**Problem to solve**
The reply is to be an exact repetition of the entries that follow, with each picture left out.
____________________
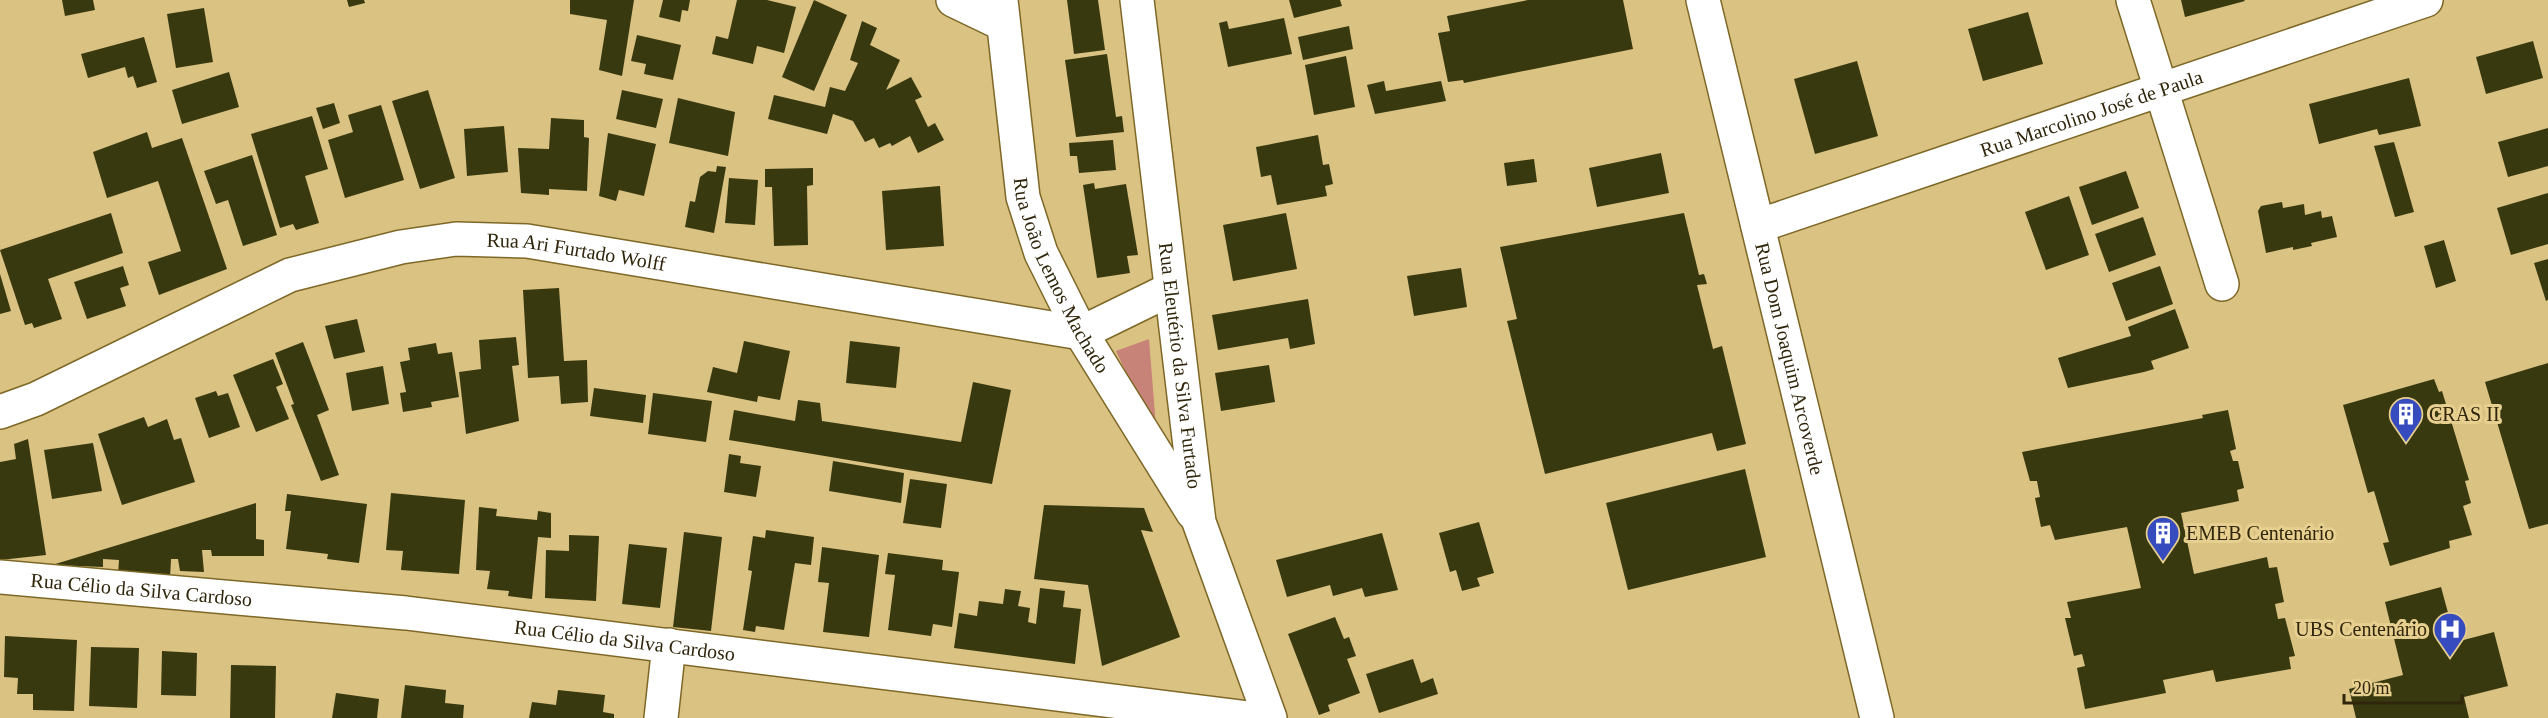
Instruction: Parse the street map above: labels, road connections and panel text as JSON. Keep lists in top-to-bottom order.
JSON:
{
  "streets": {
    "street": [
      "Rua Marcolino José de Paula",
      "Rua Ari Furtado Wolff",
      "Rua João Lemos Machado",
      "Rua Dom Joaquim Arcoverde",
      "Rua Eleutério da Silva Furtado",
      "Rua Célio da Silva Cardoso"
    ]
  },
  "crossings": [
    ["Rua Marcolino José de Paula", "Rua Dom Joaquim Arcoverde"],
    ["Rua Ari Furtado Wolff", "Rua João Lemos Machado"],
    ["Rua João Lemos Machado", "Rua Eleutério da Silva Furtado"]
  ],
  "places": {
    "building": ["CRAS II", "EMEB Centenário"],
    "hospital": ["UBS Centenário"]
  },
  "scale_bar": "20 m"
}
____________________
**Result**
Instruction: Parse the street map above: labels, road connections and panel text as JSON. Keep lists in top-to-bottom order.
JSON:
{
  "streets": {
    "street": [
      "Rua Marcolino José de Paula",
      "Rua Ari Furtado Wolff",
      "Rua João Lemos Machado",
      "Rua Dom Joaquim Arcoverde",
      "Rua Eleutério da Silva Furtado",
      "Rua Célio da Silva Cardoso"
    ]
  },
  "crossings": [
    ["Rua Marcolino José de Paula", "Rua Dom Joaquim Arcoverde"],
    ["Rua Ari Furtado Wolff", "Rua João Lemos Machado"],
    ["Rua João Lemos Machado", "Rua Eleutério da Silva Furtado"]
  ],
  "places": {
    "building": ["CRAS II", "EMEB Centenário"],
    "hospital": ["UBS Centenário"]
  },
  "scale_bar": "20 m"
}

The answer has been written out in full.